__Exercise brief__: Copy every line below where the string "shadow" is found.

__Stored data__:
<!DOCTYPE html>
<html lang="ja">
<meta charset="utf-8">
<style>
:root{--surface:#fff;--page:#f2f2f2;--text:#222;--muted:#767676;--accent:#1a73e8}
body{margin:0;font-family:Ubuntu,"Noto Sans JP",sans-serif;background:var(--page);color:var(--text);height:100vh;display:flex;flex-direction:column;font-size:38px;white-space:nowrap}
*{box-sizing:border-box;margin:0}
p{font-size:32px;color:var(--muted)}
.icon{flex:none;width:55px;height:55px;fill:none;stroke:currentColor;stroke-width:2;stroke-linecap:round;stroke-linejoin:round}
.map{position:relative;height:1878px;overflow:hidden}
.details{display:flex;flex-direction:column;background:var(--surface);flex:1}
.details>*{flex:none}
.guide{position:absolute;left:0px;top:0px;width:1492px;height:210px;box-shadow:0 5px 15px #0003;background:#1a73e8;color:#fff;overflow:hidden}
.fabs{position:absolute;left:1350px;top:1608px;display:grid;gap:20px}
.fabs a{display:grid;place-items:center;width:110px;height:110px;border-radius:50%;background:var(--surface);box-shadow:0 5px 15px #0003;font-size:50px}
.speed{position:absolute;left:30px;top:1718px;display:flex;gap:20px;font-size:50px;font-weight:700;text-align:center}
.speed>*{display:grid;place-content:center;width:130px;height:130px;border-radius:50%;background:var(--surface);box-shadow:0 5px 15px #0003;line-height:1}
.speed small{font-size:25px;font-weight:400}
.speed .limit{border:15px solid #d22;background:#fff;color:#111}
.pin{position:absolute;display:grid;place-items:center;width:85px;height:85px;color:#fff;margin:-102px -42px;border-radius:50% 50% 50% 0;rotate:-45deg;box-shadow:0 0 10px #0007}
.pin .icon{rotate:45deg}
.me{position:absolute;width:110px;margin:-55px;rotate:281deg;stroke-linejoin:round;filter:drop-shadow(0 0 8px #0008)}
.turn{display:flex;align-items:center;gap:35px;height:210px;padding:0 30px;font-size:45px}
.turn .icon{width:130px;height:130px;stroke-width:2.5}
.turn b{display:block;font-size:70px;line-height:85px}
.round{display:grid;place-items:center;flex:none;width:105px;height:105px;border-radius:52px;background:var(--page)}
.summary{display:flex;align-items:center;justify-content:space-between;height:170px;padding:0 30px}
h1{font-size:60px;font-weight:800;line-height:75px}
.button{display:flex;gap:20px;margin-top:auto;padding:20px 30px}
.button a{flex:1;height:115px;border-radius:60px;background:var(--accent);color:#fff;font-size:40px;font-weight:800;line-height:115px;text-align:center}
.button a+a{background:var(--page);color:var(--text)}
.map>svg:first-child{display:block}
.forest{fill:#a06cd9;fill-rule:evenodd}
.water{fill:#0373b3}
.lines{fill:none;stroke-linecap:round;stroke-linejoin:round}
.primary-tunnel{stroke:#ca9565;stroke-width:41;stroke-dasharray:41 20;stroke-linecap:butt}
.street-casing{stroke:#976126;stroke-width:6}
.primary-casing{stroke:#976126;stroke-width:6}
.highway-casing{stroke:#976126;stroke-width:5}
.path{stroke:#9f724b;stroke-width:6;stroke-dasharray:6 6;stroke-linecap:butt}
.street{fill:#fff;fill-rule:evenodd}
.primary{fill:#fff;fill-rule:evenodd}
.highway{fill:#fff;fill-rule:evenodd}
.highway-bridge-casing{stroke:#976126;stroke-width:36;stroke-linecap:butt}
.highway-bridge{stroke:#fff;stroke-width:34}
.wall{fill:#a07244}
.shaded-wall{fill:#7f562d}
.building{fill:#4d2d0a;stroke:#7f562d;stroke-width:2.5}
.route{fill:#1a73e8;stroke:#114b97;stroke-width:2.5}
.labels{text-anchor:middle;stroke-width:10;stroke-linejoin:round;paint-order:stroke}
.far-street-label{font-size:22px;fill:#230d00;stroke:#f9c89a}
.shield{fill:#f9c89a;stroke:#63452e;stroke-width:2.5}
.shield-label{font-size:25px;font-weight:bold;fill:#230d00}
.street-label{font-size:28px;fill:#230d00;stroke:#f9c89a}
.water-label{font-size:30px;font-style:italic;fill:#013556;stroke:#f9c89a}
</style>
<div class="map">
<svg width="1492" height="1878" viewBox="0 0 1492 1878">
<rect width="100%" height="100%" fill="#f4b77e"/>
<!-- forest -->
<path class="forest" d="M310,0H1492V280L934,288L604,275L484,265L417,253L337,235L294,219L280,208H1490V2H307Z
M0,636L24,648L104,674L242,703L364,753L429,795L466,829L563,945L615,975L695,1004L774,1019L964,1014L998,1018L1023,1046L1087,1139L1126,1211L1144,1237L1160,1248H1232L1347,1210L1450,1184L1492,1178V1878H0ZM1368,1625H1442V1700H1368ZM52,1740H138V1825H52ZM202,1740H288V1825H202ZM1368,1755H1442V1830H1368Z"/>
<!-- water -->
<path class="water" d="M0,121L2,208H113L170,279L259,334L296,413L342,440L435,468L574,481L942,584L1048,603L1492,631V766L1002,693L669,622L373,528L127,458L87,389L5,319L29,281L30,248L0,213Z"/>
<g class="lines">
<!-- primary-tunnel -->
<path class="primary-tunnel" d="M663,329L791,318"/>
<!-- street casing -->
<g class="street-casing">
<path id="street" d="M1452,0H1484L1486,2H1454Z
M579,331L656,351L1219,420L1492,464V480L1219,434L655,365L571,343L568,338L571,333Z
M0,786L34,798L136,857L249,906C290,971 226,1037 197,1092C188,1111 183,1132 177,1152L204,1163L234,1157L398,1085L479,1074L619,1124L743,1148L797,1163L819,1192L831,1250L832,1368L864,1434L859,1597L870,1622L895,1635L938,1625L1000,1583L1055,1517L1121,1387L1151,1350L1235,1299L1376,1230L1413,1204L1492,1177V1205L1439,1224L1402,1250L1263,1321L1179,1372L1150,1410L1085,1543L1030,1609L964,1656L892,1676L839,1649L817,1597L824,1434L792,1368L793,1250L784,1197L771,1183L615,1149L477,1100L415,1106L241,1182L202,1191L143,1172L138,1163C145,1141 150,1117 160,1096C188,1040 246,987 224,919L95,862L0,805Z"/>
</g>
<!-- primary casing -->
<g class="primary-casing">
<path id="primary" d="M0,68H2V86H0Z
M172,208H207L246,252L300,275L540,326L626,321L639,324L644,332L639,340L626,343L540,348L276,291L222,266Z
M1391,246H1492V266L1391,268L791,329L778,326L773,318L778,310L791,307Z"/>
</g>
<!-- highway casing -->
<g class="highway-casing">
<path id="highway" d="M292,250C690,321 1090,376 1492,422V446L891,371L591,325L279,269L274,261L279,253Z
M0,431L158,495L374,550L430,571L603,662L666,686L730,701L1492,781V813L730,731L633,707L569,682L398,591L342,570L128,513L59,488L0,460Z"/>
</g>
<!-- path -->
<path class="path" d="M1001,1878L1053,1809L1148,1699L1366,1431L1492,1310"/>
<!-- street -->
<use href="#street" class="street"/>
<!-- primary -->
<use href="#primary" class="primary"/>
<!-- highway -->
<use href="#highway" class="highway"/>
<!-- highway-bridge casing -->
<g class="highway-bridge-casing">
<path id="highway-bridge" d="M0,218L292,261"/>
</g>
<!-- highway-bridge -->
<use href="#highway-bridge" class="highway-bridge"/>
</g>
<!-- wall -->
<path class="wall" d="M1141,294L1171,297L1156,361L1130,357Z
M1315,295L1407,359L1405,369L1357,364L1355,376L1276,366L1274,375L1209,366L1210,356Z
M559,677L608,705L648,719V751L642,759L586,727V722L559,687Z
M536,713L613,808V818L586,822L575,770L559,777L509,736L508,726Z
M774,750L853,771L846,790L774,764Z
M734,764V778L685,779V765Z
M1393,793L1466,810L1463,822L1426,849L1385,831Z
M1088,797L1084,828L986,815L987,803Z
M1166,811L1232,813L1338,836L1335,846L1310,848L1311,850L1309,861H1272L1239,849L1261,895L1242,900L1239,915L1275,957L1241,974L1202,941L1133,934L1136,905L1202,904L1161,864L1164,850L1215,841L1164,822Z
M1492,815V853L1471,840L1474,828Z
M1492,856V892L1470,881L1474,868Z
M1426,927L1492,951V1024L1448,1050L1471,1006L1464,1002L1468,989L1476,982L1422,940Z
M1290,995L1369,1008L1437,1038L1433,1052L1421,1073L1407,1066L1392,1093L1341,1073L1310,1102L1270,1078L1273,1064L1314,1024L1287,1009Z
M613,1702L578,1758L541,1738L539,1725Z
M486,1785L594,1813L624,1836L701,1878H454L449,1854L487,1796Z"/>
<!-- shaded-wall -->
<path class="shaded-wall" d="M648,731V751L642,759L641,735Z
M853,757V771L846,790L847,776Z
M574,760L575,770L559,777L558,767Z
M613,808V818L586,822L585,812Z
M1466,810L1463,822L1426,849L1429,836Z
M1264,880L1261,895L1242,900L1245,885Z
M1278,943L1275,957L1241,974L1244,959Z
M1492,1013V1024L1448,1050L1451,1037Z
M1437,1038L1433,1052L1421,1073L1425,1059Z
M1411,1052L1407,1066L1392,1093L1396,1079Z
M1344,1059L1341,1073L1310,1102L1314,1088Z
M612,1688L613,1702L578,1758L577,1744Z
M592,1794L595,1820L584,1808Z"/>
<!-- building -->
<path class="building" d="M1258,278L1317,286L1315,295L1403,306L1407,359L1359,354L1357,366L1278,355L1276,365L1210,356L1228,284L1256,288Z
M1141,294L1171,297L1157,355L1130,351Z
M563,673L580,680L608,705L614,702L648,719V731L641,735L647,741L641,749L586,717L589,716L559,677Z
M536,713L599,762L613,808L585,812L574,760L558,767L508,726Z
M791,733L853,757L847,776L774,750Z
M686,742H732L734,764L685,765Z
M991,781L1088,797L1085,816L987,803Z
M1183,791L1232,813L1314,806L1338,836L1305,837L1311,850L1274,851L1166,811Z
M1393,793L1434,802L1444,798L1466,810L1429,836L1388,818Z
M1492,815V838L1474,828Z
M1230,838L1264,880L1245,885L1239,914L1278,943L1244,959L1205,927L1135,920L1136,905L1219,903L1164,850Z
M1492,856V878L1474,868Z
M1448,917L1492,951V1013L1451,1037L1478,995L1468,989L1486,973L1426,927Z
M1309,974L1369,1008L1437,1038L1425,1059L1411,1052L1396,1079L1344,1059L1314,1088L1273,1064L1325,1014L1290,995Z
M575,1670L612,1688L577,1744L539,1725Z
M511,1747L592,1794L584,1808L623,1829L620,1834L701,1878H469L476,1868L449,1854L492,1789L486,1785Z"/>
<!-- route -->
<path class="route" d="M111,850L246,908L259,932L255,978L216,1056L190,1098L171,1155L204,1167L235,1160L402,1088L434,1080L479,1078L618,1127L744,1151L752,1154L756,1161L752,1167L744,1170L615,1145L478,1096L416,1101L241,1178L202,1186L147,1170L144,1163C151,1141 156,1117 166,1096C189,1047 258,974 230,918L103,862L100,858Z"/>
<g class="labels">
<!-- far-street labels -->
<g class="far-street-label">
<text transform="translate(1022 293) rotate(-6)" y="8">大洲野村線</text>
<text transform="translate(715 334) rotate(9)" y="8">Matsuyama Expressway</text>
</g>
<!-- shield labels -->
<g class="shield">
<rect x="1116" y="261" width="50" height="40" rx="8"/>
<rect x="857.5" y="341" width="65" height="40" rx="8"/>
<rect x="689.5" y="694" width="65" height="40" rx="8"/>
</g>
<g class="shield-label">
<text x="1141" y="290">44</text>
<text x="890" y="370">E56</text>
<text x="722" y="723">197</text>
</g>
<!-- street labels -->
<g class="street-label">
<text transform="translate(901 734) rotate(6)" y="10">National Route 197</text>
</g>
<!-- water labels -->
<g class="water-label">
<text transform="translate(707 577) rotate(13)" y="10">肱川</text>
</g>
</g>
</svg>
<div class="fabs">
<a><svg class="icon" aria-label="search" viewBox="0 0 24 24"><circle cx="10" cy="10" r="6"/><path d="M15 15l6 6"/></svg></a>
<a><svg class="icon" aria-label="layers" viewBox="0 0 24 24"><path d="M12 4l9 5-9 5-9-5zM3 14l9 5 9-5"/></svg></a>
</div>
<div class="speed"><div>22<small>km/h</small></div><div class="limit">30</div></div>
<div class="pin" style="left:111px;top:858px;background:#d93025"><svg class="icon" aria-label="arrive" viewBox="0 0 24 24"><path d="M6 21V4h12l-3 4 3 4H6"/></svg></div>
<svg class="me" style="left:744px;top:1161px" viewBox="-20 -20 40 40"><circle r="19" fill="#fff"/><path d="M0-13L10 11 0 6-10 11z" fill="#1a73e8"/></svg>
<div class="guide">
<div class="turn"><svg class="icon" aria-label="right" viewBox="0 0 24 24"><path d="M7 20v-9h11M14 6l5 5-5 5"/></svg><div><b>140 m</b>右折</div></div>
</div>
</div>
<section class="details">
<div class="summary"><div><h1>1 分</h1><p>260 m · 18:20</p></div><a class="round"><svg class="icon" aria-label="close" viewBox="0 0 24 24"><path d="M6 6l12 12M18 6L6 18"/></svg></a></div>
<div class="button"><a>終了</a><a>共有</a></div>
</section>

__Exercise response__:
.guide{position:absolute;left:0px;top:0px;width:1492px;height:210px;box-shadow:0 5px 15px #0003;background:#1a73e8;color:#fff;overflow:hidden}
.fabs a{display:grid;place-items:center;width:110px;height:110px;border-radius:50%;background:var(--surface);box-shadow:0 5px 15px #0003;font-size:50px}
.speed>*{display:grid;place-content:center;width:130px;height:130px;border-radius:50%;background:var(--surface);box-shadow:0 5px 15px #0003;line-height:1}
.pin{position:absolute;display:grid;place-items:center;width:85px;height:85px;color:#fff;margin:-102px -42px;border-radius:50% 50% 50% 0;rotate:-45deg;box-shadow:0 0 10px #0007}
.me{position:absolute;width:110px;margin:-55px;rotate:281deg;stroke-linejoin:round;filter:drop-shadow(0 0 8px #0008)}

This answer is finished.